Quote Origin: It Is the Function of Art To Renew Our Perception. What We Are Familiar With We Cease To See

Quote Origin: It Is the Function of Art To Renew Our Perception. What We Are Familiar With We Cease To See

March 30, 2026 · 7 min read

“It is the function of art to renew our perception. What we are familiar with we cease to see. The writer shakes up the familiar scene, and as if by magic, we see a new meaning in it.”

Last winter, a colleague forwarded me that line midweek. She sent no greeting, no context, just the quote. I stared at it while my inbox kept multiplying. Meanwhile, my attention felt dull, like I had stopped noticing my own life. However, the quote landed like a small jolt, and I reread it twice.

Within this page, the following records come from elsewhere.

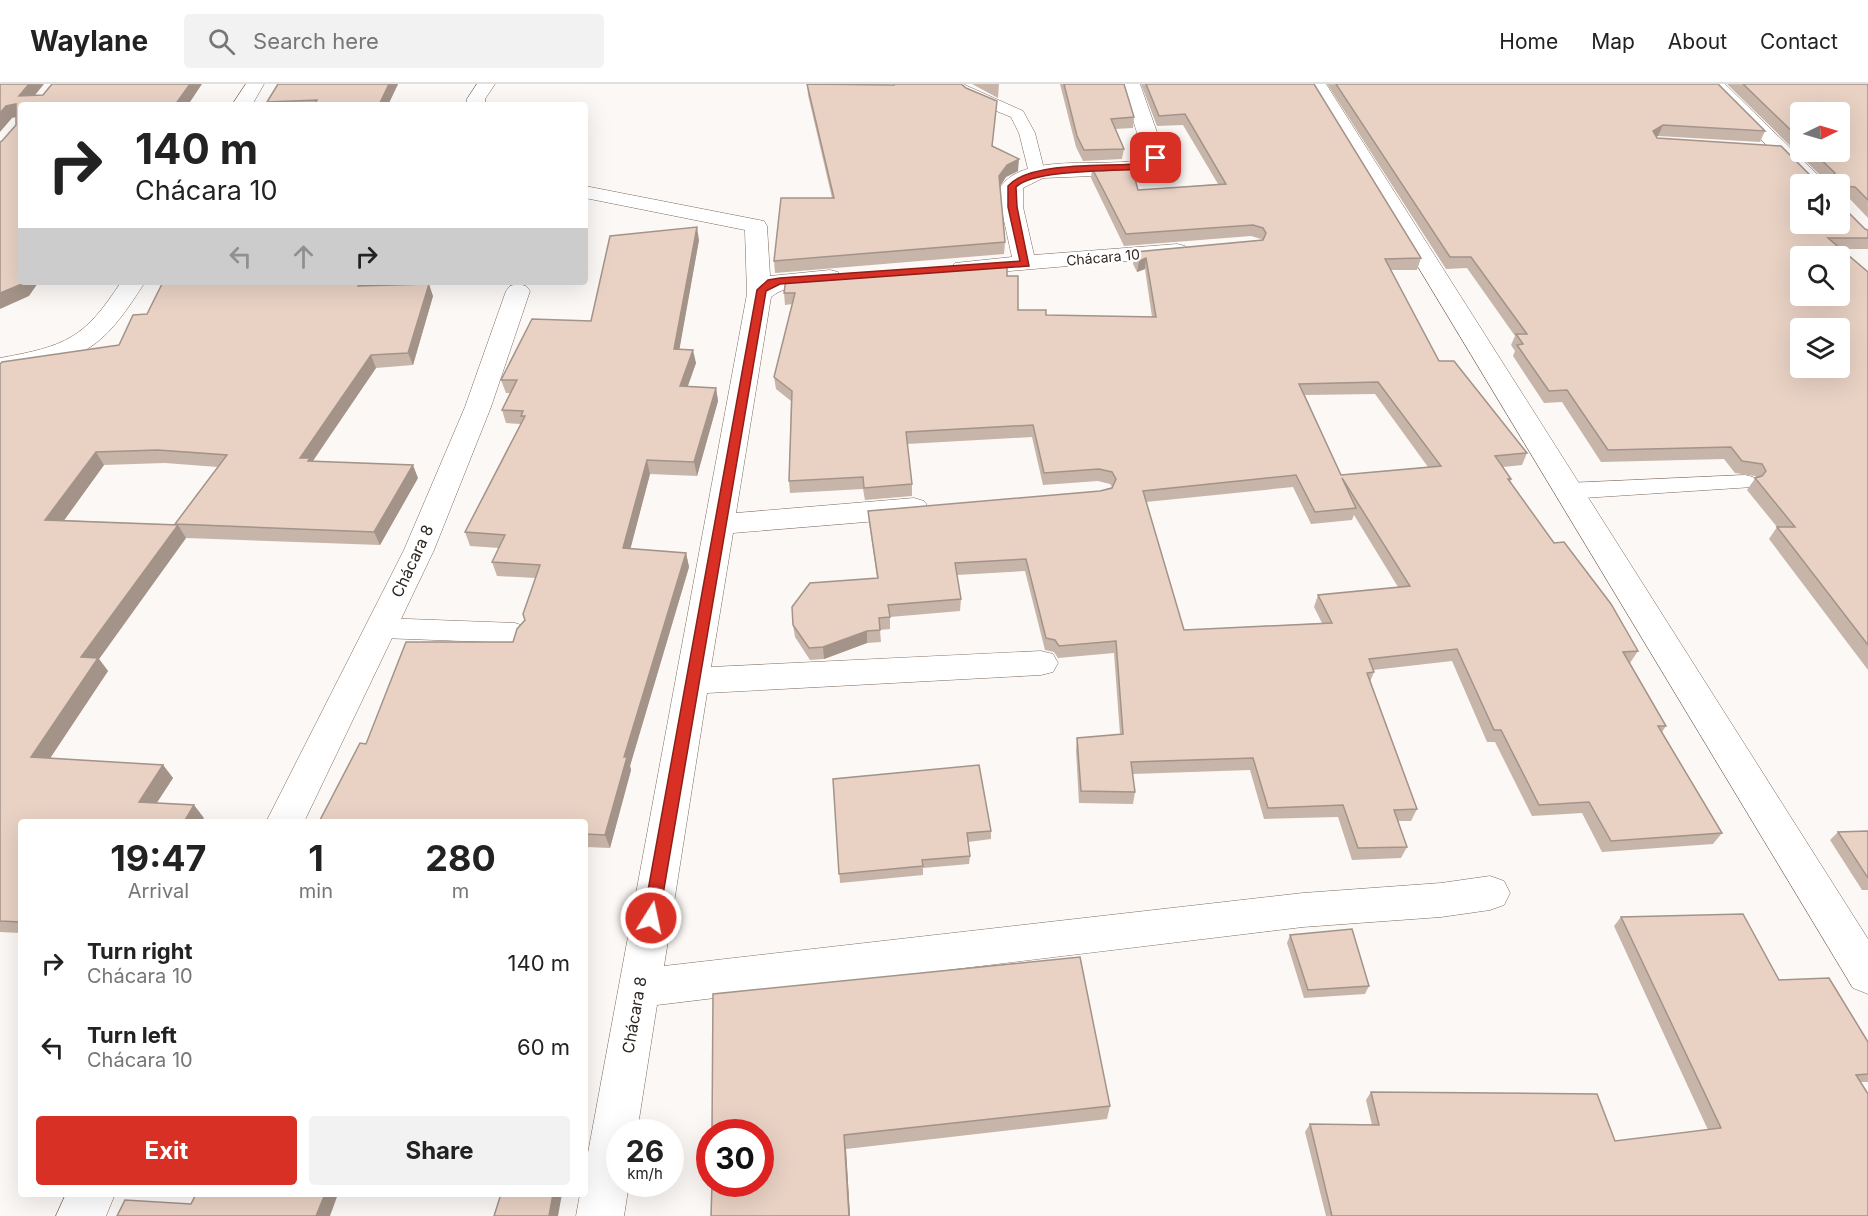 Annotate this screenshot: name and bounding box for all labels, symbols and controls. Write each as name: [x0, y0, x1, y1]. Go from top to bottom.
search box: [184, 14, 604, 68]
text: Waylane: [30, 24, 148, 58]
icon: search: [205, 25, 238, 58]
text: Search here: [253, 28, 379, 54]
text: Home: [1499, 29, 1558, 54]
text: Map: [1591, 29, 1635, 54]
text: About: [1668, 29, 1727, 54]
text: Contact: [1760, 29, 1838, 54]
north arrow: [1790, 102, 1850, 162]
map controls: [1790, 102, 1850, 378]
text: 140 m: [135, 123, 258, 174]
icon: right: [36, 126, 114, 204]
pin: [1130, 132, 1181, 183]
icon: arrive: [1139, 141, 1172, 174]
text: Chácara 10: [135, 174, 278, 207]
button: sound: [1790, 174, 1850, 234]
icon: left: [224, 240, 257, 273]
icon: ahead: [287, 240, 320, 273]
icon: right: [350, 240, 383, 273]
street label: Chácara 10: [1065, 245, 1141, 269]
button: search: [1790, 246, 1850, 306]
button: layers: [1790, 318, 1850, 378]
street label: Chácara 8: [386, 522, 438, 600]
text: 19:47: [110, 836, 207, 880]
text: 1: [308, 836, 324, 880]
text: 280: [425, 836, 496, 880]
text: Arrival: [128, 879, 189, 903]
text: min: [299, 879, 333, 903]
text: m: [452, 879, 469, 903]
position arrow: [619, 886, 683, 950]
text: Turn right: [87, 938, 193, 964]
icon: right: [36, 947, 69, 980]
text: 140 m: [508, 950, 570, 976]
text: Chácara 10: [87, 964, 193, 988]
street label: Chácara 8: [617, 975, 651, 1055]
text: Turn left: [87, 1022, 177, 1048]
icon: left: [36, 1031, 69, 1064]
text: 60 m: [517, 1034, 570, 1060]
text: Chácara 10: [87, 1048, 193, 1072]
button: Exit: [36, 1116, 297, 1185]
button: Share: [309, 1116, 570, 1185]
speed limit sign: 30: [696, 1119, 774, 1197]
text: 26: [626, 1133, 664, 1169]
text: km/h: [627, 1164, 663, 1183] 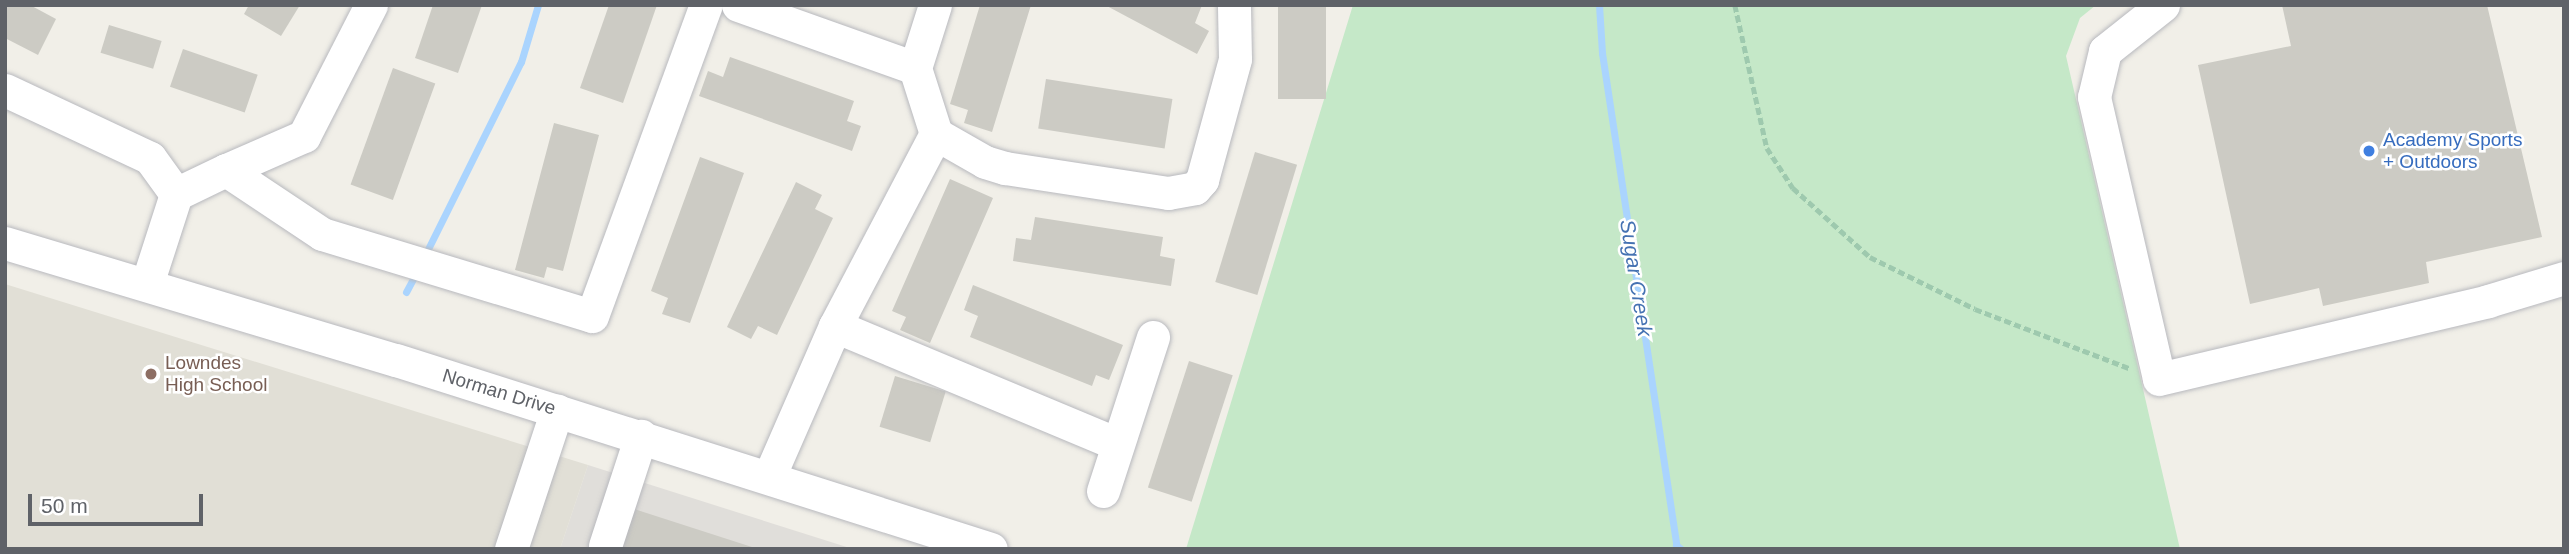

That night, I walked the same street I always walk. Yet I noticed a yellow porch light flicker, then steady itself. As a result, I started wondering who first wrote this. So, let’s trace the quote’s origin, its misfires, and its staying power.

Why This Quote Hits So Hard

Familiarity saves energy, so your brain loves it. Therefore, you stop actively noticing what repeats. In contrast, art interrupts that autopilot and forces attention. Additionally, the quote frames that interruption as a writer’s job, not a happy accident.

The line also names a quiet grief. You can live inside a scene and still not see it. However, a poem, painting, or essay can reopen your eyes. As a result, the quote feels practical, not decorative.

Still, people often share it without a source. Consequently, it drifts across posters, captions, and notebooks. That drift created confusion about who wrote it. So, the real story matters.

Earliest Known Appearance: The 1968 Anchor Point

The earliest known publication appears in Anaïs Nin’s book The Novel of the Future. The book first appeared in 1968. In that text, Nin discusses how writers cut through surface habit. Moreover, she argues that artists reveal meaning under routine perception.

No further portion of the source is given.